Stress Tests REVEAL Fragile Temporal and Visual Grounding in Video-Language Models
Sethuraman T, Savya Khosla, Aditi Tiwari, Vidya Ganesh, Rakshana Jayaprakash, Aditya Jain, Vignesh Srinivasakumar, Onkar Kishor Susladkar, Srinidhi Sunkara, Aditya Shanmugham, Rakesh Vaideeswaran, Abbaas Alif Mohamed Nishar, Simon Jenni, Derek Hoiem
TL;DR
This work presents REVEAL, a diagnostic benchmark to stress-test Video-Language Models (VidLMs) for grounded video understanding, temporal reasoning, and motion perception. It introduces five controlled stress tests—video sycophancy, language-only shortcuts, temporal expectation bias, spatiotemporal occlusion, and camera-motion sensitivity—coupled with an automated data-generation pipeline that perturb existing datasets for reproducible evaluation. Across open- and closed-source VidLMs, REVEAL reveals systematic weaknesses: models often rely on linguistic priors rather than visual evidence, misinterpret temporal sequences, and struggle with camera motion and cross-frame integration, while humans remain robust.
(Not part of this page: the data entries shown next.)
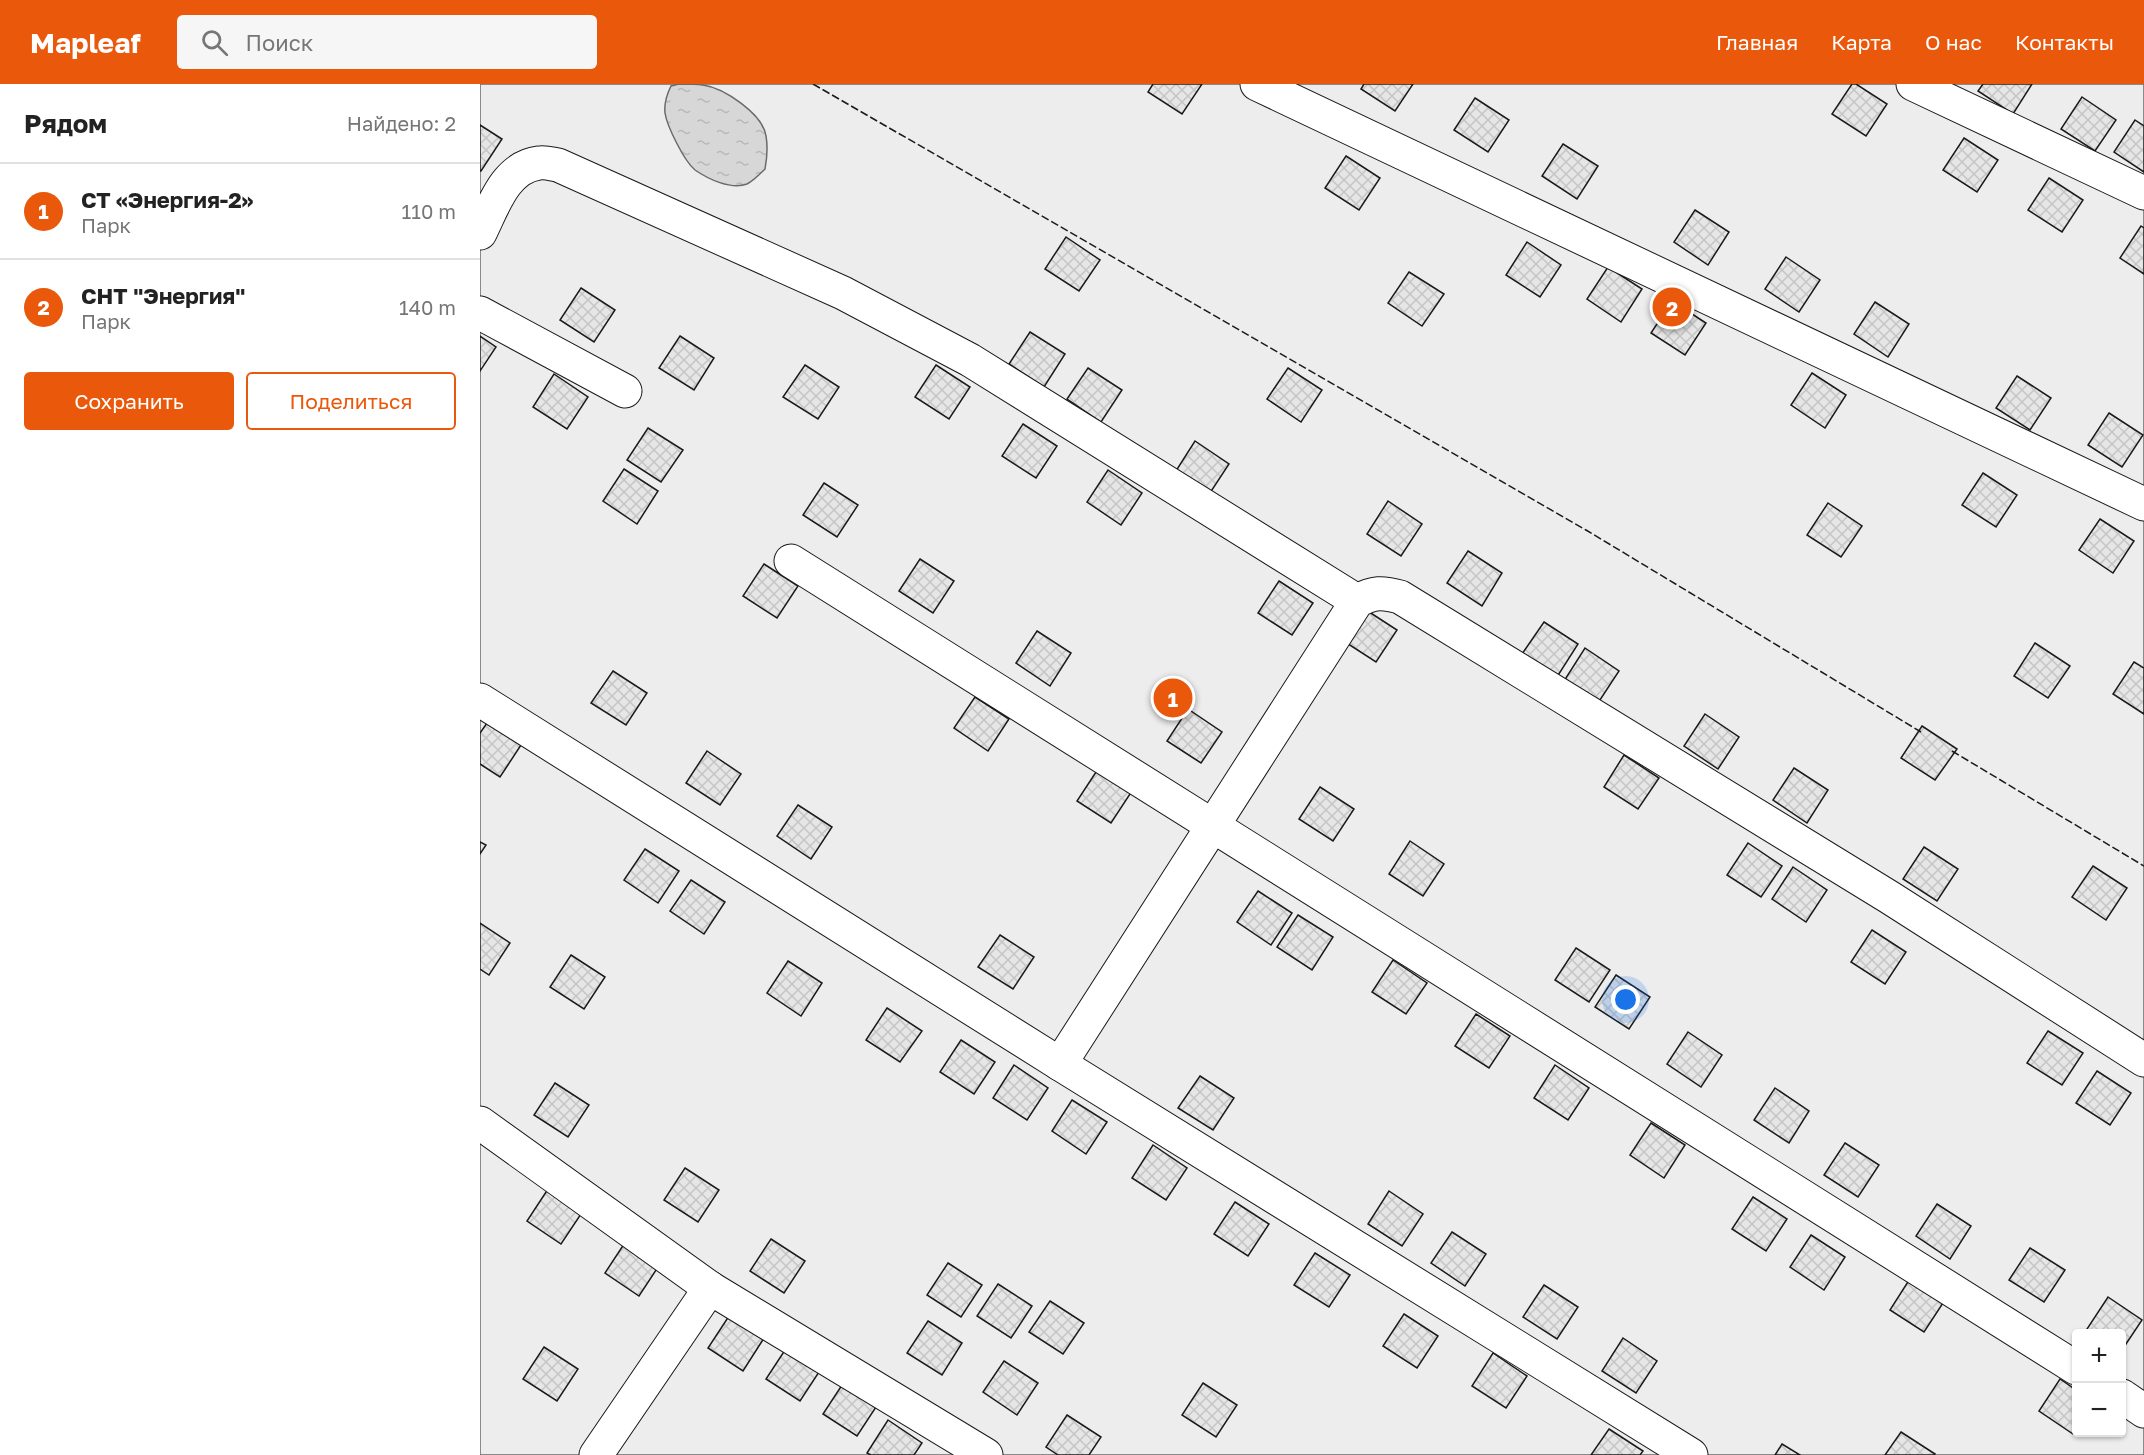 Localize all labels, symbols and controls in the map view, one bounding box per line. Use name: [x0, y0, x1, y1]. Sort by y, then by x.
search box: [177, 15, 597, 69]
text: Mapleaf: [30, 26, 141, 59]
icon: search: [198, 26, 231, 59]
text: Поиск: [246, 29, 313, 56]
text: Главная: [1716, 29, 1798, 55]
text: Карта: [1831, 29, 1892, 55]
text: О нас: [1925, 29, 1982, 55]
text: Контакты: [2015, 29, 2114, 55]
text: Рядом: [24, 108, 107, 139]
text: Найдено: 2: [347, 111, 456, 135]
text: СТ «Энергия-2»: [81, 186, 253, 213]
text: 1: [38, 199, 49, 223]
text: 110 m: [402, 199, 456, 223]
text: Парк: [81, 213, 131, 237]
text: СНТ "Энергия": [81, 282, 245, 309]
pin: 2: [1652, 284, 1692, 330]
text: 2: [37, 295, 50, 319]
text: 140 m: [399, 295, 456, 319]
text: Парк: [81, 309, 131, 333]
button: Сохранить: [24, 372, 234, 430]
button: Поделиться: [246, 372, 456, 430]
pin: 1: [1154, 676, 1192, 720]
your location: [1611, 985, 1640, 1014]
map controls: [2072, 1329, 2126, 1437]
button: +: [2072, 1329, 2126, 1383]
button: −: [2072, 1383, 2126, 1437] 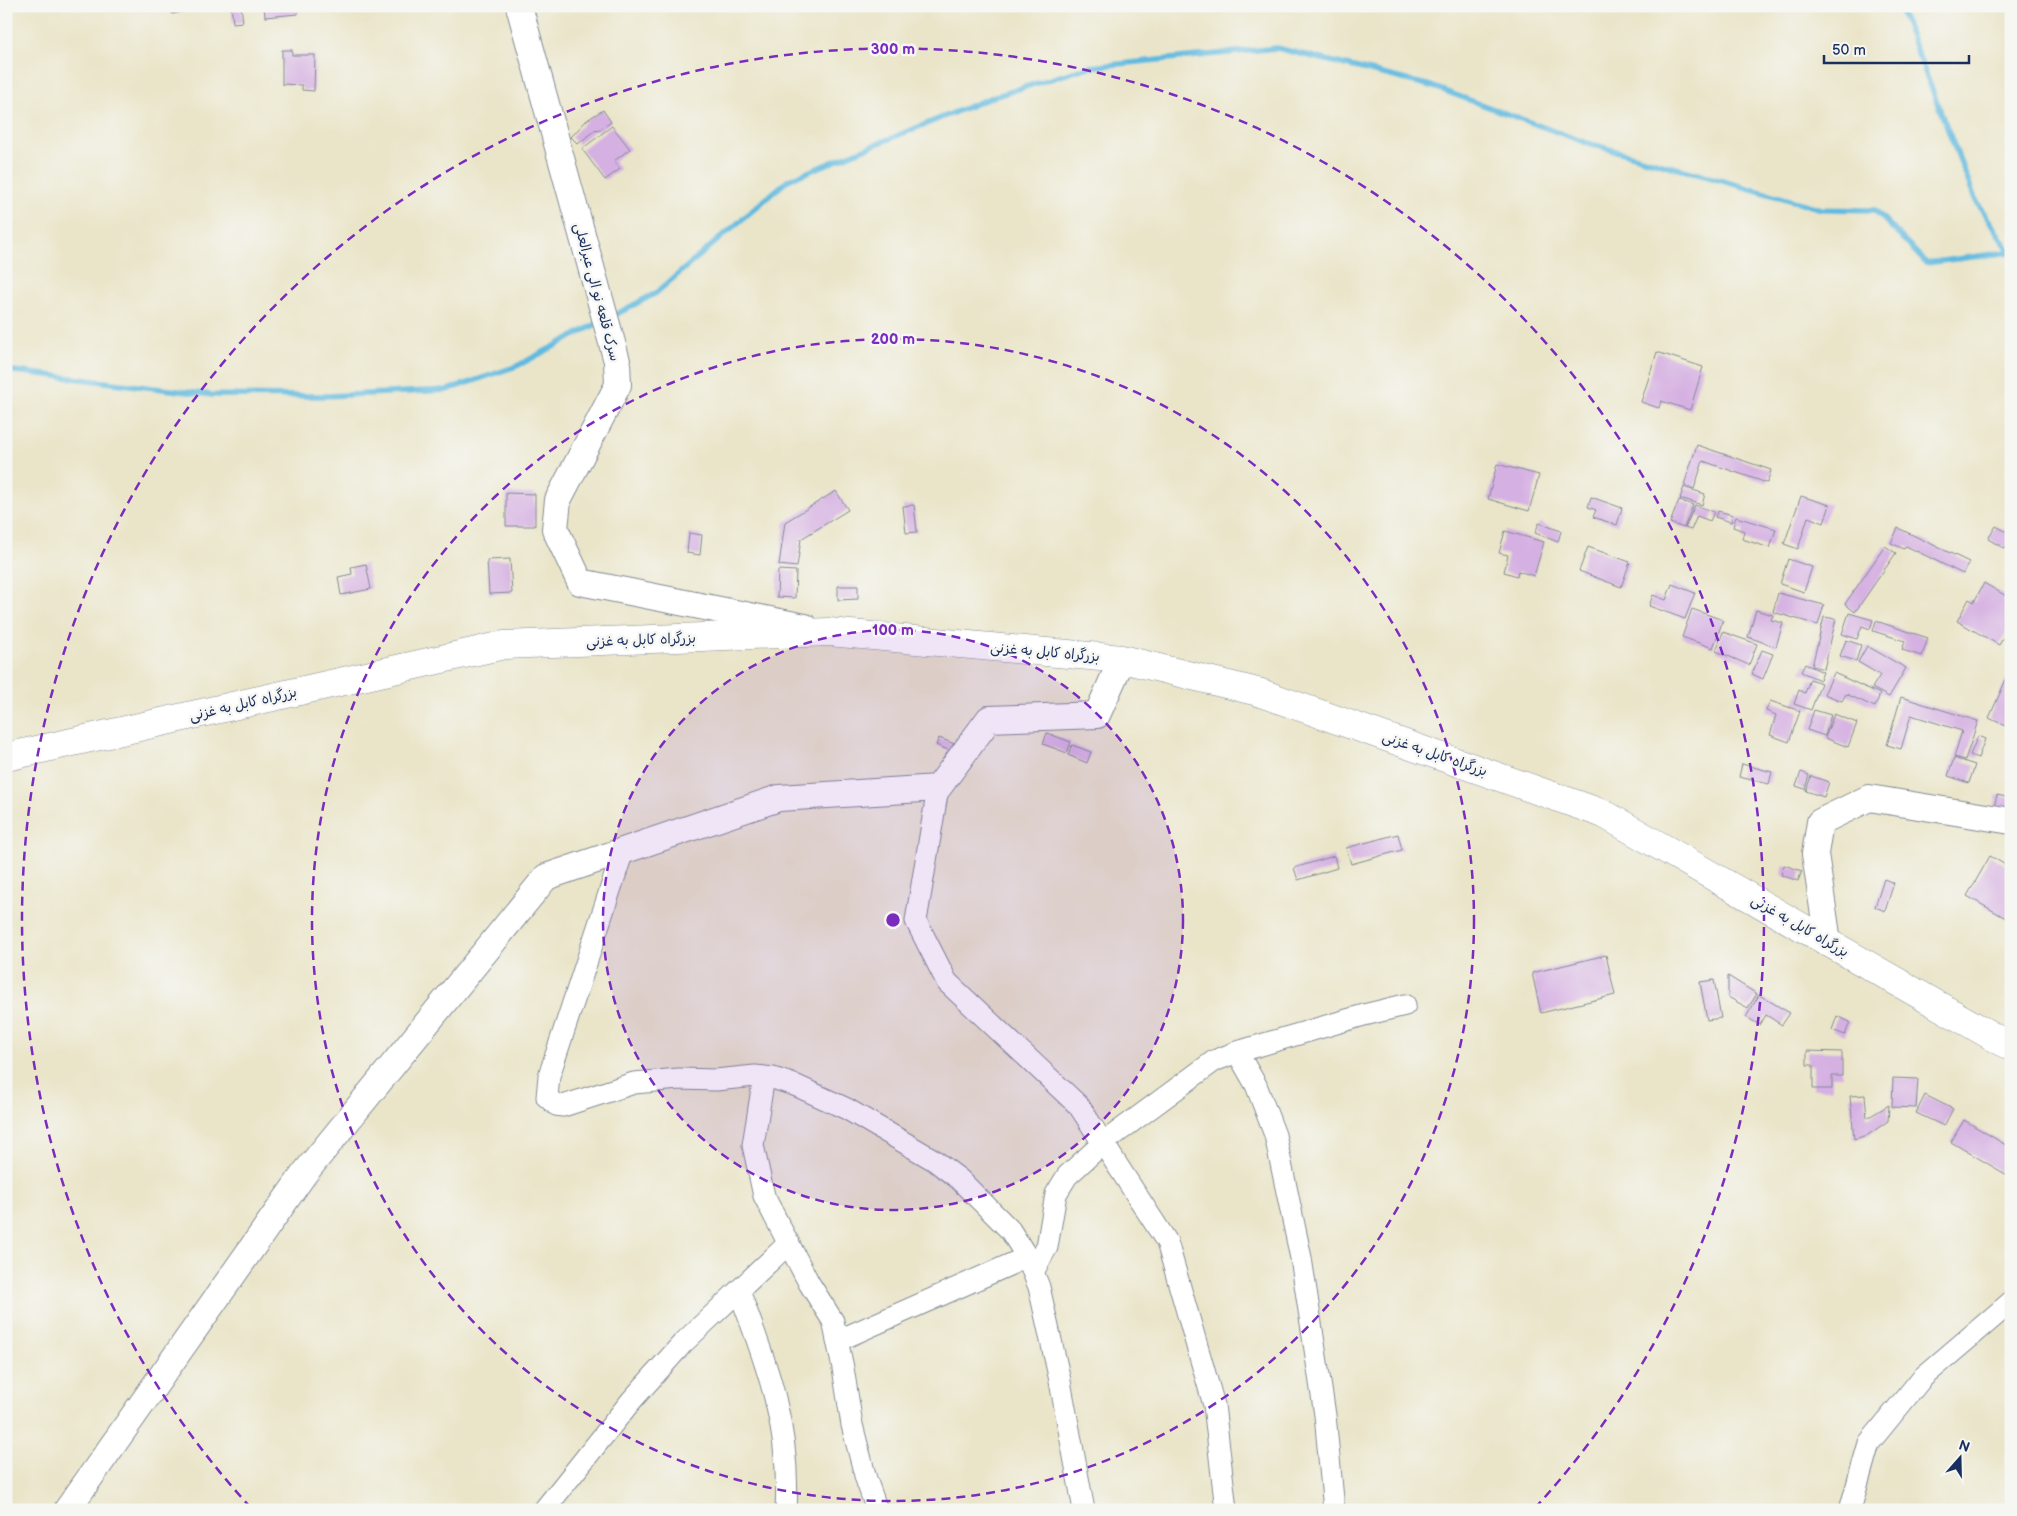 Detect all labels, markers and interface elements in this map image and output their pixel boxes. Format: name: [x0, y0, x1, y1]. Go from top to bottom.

These findings expose a gap between high in-distribution accuracy and genuine video-grounded reasoning, and they supply a scalable tool to diagnose, understand, and guide improvements in temporal grounding, visual understanding, and multimodal fusion in VidLMs.
Abstract
This work investigates a fundamental question: Do Video-Language Models (VidLMs) robustly account for video content, temporal sequence, and motion? Our investigation shows that, surprisingly, they often do not. We introduce REVEAL{}, a diagnostic benchmark that probes fundamental weaknesses of contemporary VidLMs through five controlled stress tests; assessing temporal expectation bias, reliance on language-only shortcuts, video sycophancy, camera motion sensitivity, and robustness to spatiotemporal occlusion. We test leading open- and closed-source VidLMs and find that these models confidently describe reversed scenes as forward, answer questions while neglecting video content, agree with false claims, struggle with basic camera motion, and fail to aggregate temporal information amidst simple spatiotemporal masking. Humans, on the other hand, succeed at these tasks with ease. Alongside our benchmark, we provide a data pipeline that automatically generates diagnostic examples for our stress tests, enabling broader and more scalable evaluation. We will release our benchmark and code to support future research.